For 33 years, the Friends of Warner Park organization has sponsored Sunday in the Park.
This year, event chairs and longtime friends, Rebecca Rutledge, Hugh Howser, and Grace Clayton knew they wanted it to be extra special. Founder of Friends of Warner Park, Clare Armistead, died this summer, leaving behind a long legacy of good things she created. The chairs wanted the November 6 event to be in celebration of Clare’s legacy to the Warner Parks. Founding this important group in 1987 to help raise funds for the ongoing programs and maintenance of Percy and Edwin Warner Parks is one of Clare’s crowning achievements.
The chairs met with Clare Armistead several times before her passing to ensure everything was as she wanted it to be. Elegant, yet fun. As Grace Clayton said, “Pretty much like Clare.” As Nashville’s well-heeled crowd drove onto Ridge Field in Edwin Warner Park, they heard the distant sounds of bagpipes on the hill. After mimosas and other libations with the autumnal beauty of the Warner Parks serving as the background, a gospel choir sang as guests were led to their tables in the beautifully styled tent on the manicured grounds of the park. The event of course was styled by Howser’s own H3Events. Percy Warner Park was first opened to the public in 1927, and both Percy and Edwin Warner Parks are listed on the National Register of Historic Places.
We asked the chairs about their involvement in the event and their passion for bettering Nashville.
Nashville Lifestyles: What made you want to co-chair Sunday in the Park?
Rebecca Rutledge: I love Percy Warner Park and use it daily. I do the 5.8 or the White Trail each day, and my family enjoys hiking the Red Trail on the weekends.
Hugh Howser: Sunday in the Park has always been a favorite event of mine; I love the simplicity and beauty of the park in the fall and have attended for years, so I was thrilled once asked!
Grace Clayton: I have served on the Friends of Warner Parks Board for many years and now I am a member of the Advisory Board. In my 20s I started The Young Friends of Warner Parks as a way for young professionals to get involved with supporting Warner Parks. It has been a dream of mine since I first began volunteering with Friends of Warner Parks to chair this event.

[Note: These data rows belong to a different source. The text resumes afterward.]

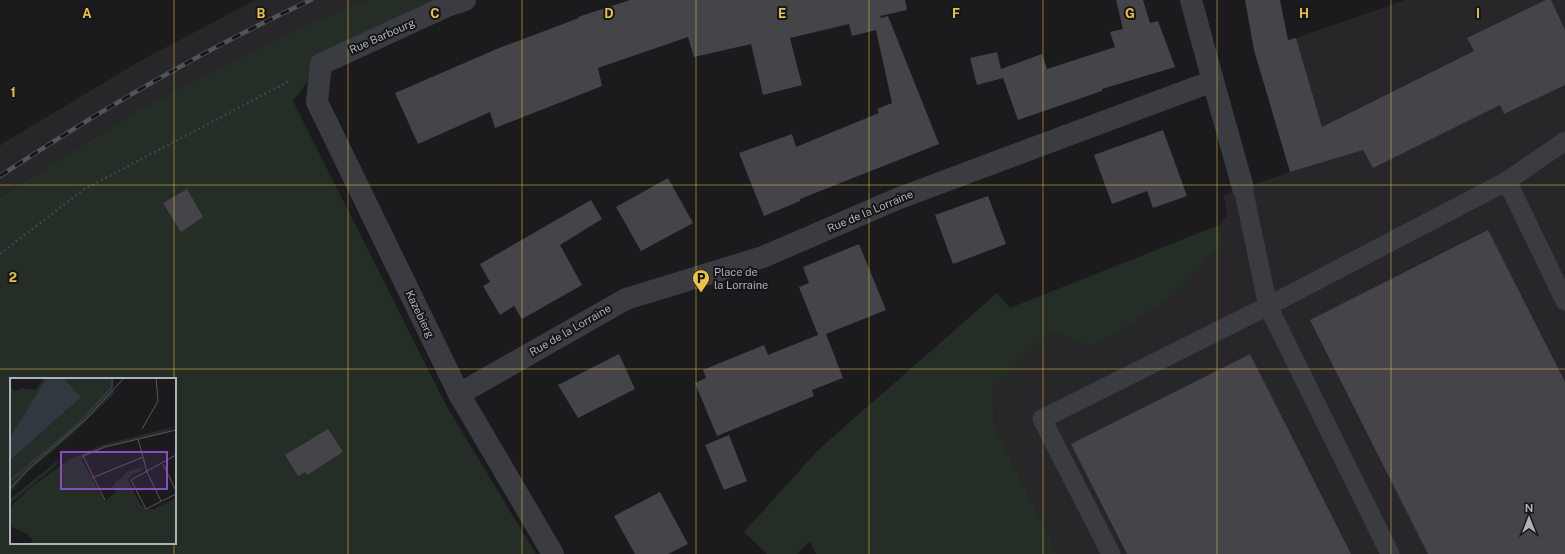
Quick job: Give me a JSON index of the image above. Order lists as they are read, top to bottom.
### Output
{
  "streets": {
    "street": ["Rue Barbourg", "Rue de la Lorraine", "Kazebierg"]
  },
  "crossings": [
    ["Rue Barbourg", "Kazebierg"],
    ["Rue de la Lorraine", "Kazebierg"]
  ],
  "places": {
    "parking": ["Place de la Lorraine"]
  },
  "north": "top",
  "grid": {
    "columns": [
      "A",
      "B",
      "C",
      "D",
      "E",
      "F",
      "G",
      "H",
      "I"
    ],
    "rows": ["1", "2"]
  }
}
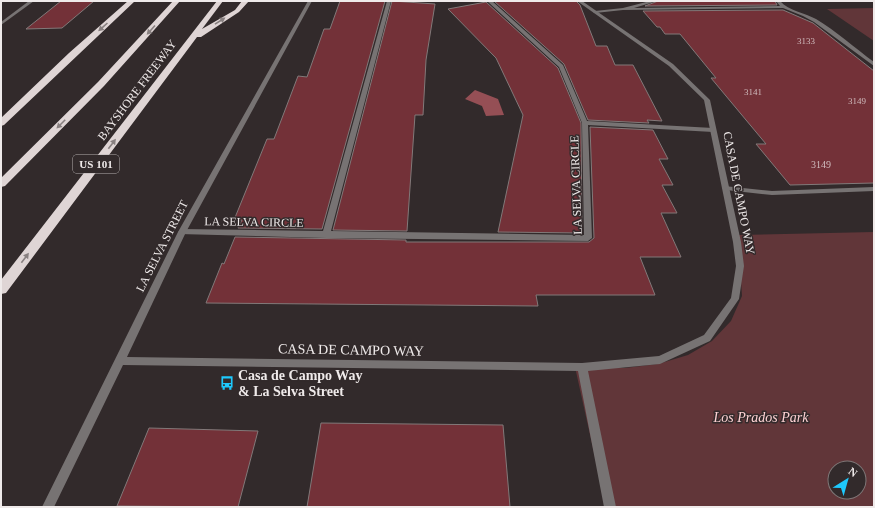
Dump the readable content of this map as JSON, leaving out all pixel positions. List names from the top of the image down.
{
  "streets": {
    "highway": ["BAYSHORE FREEWAY", "US 101"],
    "street": ["LA SELVA CIRCLE", "CASA DE CAMPO WAY", "LA SELVA STREET"]
  },
  "crossings": [
    ["LA SELVA CIRCLE", "LA SELVA STREET"],
    ["CASA DE CAMPO WAY", "LA SELVA STREET"]
  ],
  "parks": ["Los Prados Park"],
  "places": {
    "bus stop": ["Casa de Campo Way & La Selva Street"]
  },
  "house_numbers": [
    "3133",
    "3141",
    "3149",
    "3149"
  ],
  "north": "top right"
}
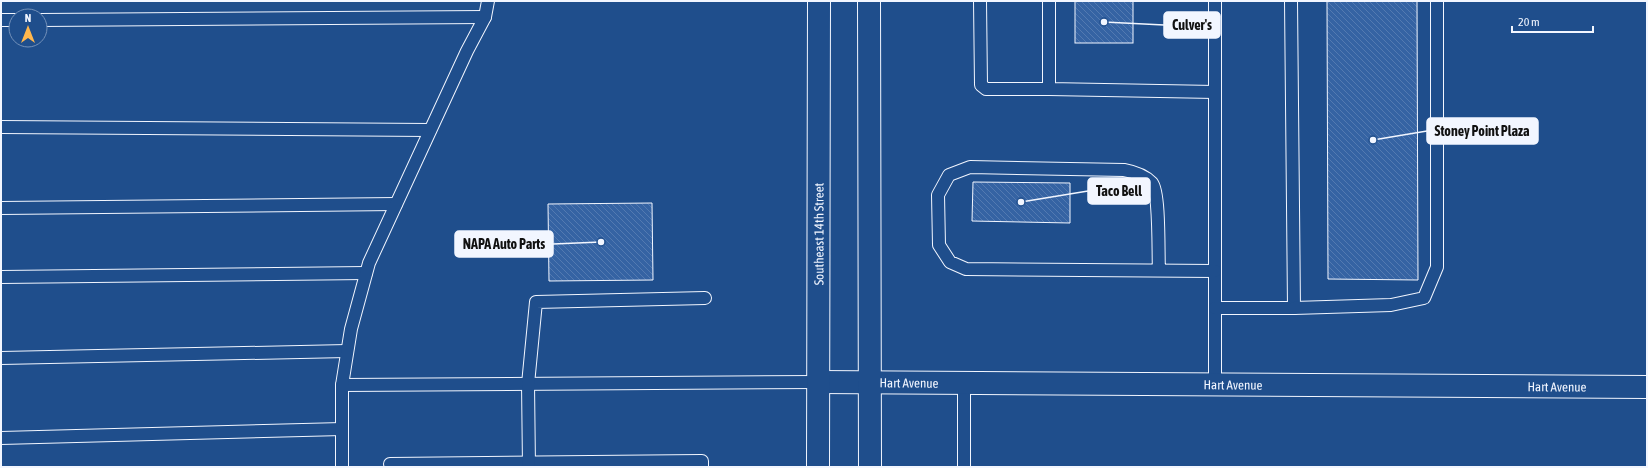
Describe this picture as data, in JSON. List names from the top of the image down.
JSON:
{
  "streets": {
    "main road": ["Southeast 14th Street", "Hart Avenue"]
  },
  "crossings": [
    ["Southeast 14th Street", "Hart Avenue"]
  ],
  "places": [
    "Culver's",
    "Stoney Point Plaza",
    "Taco Bell",
    "NAPA Auto Parts"
  ],
  "scale_bar": "20 m",
  "north": "top"
}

NL: How are the funds from this event utilized?
Clayton: The Funds from this event go directly to The Friends of Warner Parks—the organization that funds the maintenance and upkeep of the Edwin and Percy Warner Parks, including the Nature Center, programming for children and the community, upkeep of the shelters and trails, and maintaining the invasive plants and much more.
NL: Why is it so important to support Warner Parks?
Howser: One visit to Warner Parks answers this question. Nature is vital for us all as a community, as a city, and as humans. We must have our protected green spaces for healing, hope, and happiness.
NL: What inspires you to use your time, talents, and treasure as a volunteer?
Rutledge: I am inspired by the causes that I support. I am inspired when I walk past a family spending time together on the trails or a group of women who walk together and get exercise and fresh air that is vital to their physical health and wellbeing. People need access to vibrant, well maintained green spaces, and Warner Parks provides this to many people in our community. That is inspiring to me.
Howser: The overall production. Once all of our hard work has come to an end, we can sit back and look at our work, and talk about how tired we are.
Clayton: The results: the money raised for the causes that are most important to me.